Obwohl die Lage in Frankreich noch sehr unübersichtlich ist, hat die  Gelbwesten-Bewegung das Potenzial einen tiefergehenden Lernprozess und Wandel in Gang zu setzen, der die Ursache für viele miteinander verflochtene Probleme angeht. Denn es ist gleichermaßen notwendig, schnell aus den fossilen Energieträgern auszusteigen und dem Gefühl der Entmachtung und Entmündigung in großen Teilen der Gesellschaft in vielen Demokratien sowie dem aktuellen wirtschaftlichen Paradigma etwas entgegenzusetzen.

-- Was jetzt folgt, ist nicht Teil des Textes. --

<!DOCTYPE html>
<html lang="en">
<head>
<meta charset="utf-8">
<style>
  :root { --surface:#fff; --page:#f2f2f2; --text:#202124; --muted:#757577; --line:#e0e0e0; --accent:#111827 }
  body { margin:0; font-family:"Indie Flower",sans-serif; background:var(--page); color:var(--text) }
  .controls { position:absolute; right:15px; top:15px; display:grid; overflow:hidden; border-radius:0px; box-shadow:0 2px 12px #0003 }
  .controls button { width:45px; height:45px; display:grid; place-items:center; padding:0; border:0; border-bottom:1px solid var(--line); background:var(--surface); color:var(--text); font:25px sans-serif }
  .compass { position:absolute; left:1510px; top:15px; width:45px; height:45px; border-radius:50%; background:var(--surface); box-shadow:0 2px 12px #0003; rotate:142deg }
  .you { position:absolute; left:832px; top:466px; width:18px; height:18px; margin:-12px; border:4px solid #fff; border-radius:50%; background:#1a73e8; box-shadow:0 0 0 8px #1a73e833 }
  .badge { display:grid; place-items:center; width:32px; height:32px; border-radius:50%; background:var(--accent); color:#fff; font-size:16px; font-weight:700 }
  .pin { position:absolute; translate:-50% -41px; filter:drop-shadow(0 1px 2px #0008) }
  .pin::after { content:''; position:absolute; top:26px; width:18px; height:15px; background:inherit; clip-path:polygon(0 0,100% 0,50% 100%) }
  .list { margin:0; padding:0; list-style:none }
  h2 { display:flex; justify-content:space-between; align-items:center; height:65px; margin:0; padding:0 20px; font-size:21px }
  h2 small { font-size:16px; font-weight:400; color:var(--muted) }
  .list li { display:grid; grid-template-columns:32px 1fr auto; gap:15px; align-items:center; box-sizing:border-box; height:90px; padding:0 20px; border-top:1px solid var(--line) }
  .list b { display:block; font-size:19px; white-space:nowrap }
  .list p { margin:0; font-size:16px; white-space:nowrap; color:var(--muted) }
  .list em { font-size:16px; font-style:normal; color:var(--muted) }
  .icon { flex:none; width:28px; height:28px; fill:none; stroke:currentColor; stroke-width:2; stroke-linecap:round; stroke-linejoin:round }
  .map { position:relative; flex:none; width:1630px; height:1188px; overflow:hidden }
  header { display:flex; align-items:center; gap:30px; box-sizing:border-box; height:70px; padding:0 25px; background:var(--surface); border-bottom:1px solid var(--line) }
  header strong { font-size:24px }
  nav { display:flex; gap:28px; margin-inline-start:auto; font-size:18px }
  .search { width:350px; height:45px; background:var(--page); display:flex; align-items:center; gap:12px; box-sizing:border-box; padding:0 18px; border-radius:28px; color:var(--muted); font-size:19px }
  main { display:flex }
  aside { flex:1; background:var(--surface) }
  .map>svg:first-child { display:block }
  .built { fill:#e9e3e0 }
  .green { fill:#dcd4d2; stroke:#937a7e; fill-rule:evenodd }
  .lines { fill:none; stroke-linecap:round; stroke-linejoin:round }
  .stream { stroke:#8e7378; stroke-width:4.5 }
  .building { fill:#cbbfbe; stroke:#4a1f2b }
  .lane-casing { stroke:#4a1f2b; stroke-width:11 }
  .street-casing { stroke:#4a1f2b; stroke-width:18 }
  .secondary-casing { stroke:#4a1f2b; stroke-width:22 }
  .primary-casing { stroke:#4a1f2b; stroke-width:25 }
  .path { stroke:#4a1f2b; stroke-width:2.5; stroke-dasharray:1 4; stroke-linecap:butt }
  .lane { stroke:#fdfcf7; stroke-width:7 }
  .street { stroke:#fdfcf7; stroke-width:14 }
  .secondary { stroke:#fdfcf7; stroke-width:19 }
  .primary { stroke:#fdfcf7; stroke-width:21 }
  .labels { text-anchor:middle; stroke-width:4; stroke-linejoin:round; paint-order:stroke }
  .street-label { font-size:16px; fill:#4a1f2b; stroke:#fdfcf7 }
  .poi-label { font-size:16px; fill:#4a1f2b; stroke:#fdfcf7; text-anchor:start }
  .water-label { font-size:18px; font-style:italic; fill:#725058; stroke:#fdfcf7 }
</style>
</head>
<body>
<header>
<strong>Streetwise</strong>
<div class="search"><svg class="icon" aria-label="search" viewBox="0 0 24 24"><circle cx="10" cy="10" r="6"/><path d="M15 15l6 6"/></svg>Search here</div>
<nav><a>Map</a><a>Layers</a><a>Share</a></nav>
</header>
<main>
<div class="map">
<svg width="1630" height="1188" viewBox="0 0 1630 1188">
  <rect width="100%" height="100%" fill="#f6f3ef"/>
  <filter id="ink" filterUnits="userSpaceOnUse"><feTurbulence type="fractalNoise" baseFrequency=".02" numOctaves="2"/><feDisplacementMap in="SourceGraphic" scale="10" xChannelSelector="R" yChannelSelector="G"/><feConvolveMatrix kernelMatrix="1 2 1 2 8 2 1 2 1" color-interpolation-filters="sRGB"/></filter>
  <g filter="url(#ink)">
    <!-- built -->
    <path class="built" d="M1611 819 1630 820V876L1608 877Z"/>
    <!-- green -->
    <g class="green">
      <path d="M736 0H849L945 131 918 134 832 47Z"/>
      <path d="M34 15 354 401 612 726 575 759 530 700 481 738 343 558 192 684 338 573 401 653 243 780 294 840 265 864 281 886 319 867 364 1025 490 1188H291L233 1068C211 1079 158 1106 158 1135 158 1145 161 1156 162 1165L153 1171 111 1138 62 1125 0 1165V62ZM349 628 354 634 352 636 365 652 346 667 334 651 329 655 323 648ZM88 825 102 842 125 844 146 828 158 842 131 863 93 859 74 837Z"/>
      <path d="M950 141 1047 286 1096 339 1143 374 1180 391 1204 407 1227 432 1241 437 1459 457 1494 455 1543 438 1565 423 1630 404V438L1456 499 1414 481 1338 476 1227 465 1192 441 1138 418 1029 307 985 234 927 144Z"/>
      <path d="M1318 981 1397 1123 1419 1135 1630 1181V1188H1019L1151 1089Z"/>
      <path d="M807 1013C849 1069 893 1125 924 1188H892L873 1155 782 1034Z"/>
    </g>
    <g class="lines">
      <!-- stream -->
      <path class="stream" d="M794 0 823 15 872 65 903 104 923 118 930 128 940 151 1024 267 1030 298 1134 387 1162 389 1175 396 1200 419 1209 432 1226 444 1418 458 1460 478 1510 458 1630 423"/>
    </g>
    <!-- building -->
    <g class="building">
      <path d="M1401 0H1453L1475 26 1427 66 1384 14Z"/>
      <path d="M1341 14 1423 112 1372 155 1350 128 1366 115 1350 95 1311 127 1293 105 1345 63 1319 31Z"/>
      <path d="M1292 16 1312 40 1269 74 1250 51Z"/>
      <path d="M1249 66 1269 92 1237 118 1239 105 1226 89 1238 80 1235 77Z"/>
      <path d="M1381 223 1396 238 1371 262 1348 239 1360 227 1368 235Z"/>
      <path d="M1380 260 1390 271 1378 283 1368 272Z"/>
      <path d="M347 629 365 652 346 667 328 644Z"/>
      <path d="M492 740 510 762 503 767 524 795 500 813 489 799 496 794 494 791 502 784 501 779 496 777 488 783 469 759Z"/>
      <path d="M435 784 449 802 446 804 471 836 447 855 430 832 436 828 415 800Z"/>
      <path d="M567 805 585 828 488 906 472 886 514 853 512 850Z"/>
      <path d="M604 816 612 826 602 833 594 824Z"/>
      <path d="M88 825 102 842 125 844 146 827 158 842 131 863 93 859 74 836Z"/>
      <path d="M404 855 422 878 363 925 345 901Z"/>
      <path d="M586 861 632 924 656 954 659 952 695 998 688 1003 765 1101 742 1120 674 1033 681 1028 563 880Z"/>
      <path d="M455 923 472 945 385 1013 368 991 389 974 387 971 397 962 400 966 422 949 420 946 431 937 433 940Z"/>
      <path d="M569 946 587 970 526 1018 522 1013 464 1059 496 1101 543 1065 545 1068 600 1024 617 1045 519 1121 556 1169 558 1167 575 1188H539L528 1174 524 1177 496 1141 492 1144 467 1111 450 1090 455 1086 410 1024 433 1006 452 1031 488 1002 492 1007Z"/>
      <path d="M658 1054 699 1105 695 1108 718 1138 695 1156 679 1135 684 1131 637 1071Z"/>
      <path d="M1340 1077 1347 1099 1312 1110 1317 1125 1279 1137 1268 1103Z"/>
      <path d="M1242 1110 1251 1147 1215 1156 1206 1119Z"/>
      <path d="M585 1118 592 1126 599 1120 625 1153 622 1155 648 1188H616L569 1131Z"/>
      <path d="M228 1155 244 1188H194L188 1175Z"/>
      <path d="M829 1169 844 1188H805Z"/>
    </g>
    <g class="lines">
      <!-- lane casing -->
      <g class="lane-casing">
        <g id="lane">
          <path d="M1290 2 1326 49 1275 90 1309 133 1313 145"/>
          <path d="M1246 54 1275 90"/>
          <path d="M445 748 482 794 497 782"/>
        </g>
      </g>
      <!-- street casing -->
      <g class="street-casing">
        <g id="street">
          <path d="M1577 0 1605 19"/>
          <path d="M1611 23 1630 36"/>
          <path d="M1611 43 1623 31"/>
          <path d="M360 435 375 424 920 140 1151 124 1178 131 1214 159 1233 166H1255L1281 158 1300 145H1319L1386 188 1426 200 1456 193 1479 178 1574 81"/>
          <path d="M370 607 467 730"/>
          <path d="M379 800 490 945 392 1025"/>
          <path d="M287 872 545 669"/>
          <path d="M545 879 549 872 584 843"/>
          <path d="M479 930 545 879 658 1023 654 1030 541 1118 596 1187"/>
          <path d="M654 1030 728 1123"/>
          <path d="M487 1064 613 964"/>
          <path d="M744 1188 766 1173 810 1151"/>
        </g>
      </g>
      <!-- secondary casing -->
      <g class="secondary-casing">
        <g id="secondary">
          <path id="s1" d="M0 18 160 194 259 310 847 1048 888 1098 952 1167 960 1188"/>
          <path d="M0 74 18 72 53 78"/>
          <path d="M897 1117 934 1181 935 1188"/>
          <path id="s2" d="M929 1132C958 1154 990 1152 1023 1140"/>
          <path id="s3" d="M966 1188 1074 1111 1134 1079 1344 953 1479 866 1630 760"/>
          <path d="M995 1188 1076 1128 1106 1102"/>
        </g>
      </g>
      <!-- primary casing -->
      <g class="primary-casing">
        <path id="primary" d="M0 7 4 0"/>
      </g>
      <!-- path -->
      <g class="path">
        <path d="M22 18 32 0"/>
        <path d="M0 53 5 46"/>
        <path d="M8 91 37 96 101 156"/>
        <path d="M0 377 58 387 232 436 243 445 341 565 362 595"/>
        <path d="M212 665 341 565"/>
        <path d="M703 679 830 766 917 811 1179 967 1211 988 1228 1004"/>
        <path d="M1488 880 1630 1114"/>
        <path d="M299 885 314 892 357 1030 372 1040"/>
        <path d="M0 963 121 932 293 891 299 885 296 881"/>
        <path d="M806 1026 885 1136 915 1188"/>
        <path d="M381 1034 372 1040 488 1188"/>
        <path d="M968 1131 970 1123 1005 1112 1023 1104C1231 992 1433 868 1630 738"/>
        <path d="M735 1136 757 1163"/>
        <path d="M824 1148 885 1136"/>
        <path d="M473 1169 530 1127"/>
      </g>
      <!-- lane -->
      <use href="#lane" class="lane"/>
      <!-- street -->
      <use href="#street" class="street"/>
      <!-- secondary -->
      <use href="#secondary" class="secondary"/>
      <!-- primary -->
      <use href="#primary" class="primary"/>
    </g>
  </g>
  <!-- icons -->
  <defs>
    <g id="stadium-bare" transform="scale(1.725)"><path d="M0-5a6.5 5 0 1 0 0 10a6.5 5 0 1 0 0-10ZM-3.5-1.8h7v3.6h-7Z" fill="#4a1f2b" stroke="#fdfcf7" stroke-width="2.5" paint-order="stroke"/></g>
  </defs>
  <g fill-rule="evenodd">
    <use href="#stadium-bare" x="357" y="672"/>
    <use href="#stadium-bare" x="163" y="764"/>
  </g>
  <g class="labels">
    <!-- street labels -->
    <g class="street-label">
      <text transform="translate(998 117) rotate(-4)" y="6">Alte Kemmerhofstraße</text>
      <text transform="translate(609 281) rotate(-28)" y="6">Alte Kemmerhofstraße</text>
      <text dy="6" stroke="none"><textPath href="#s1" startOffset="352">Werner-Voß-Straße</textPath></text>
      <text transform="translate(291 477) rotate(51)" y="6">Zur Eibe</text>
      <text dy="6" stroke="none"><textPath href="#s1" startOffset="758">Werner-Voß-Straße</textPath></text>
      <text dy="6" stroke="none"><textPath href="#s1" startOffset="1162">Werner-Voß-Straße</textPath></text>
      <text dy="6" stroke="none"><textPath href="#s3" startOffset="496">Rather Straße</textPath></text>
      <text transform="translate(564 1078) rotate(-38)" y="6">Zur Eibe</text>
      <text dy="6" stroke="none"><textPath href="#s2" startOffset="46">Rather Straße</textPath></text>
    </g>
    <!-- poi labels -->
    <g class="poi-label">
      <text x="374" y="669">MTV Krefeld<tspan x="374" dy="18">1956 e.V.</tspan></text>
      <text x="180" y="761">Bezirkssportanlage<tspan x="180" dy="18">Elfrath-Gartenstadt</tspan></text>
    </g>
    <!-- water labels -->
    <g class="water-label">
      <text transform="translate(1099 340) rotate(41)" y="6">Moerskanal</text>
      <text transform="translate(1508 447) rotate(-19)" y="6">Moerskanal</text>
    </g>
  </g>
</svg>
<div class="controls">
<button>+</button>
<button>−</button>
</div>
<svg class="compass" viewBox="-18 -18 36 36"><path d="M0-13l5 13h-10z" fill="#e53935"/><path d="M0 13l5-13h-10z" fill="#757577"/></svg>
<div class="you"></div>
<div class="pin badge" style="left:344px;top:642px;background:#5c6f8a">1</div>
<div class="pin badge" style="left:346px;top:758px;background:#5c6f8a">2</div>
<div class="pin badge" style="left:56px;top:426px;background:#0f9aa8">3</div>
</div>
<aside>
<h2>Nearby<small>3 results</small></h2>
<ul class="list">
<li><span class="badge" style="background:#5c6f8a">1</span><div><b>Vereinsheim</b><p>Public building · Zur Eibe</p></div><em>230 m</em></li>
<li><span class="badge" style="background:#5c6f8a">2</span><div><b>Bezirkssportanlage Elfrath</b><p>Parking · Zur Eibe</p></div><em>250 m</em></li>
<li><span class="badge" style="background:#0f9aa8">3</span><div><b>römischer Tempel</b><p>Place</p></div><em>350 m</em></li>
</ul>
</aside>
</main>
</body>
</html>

Die erste Lektion, die wir von den Gelbwesten lernen können: Der Klimawandel lässt sich nicht einfach durch die Besteuerung von fossilen Kraftstoffen bekämpfen.

Noch ist unklar, wofür die Gelbwesten-Bewegung genau steht. Forderungen und  Zusammensetzung der Bewegung verändern sich genau wie ihre Beziehung zu etablierten politischen Kräften täglich. Einige der ersten lokalen Proteste wurden von Rechtsextremist*innen angeführt oder unterstützt und gingen mit rassistischen, islamfeindlichen und homophoben Handlungen einher. Einige der Gelbwesten nehmen dies noch immer als Vorwand, um Migrant*innen und andere Minderheiten zum Sündenbock zu machen – davon muss sich die Bewegung dringend  distanzieren. In einer wirklich breiten Bewegung kann es keinen Platz für Worte und Handlungen geben, die Menschen aufgrund ihrer Rasse, ihrer Religion, ihres Geschlechts oder ihrer sexuellen Orientierung ausschließen, marginalisieren oder diskriminieren.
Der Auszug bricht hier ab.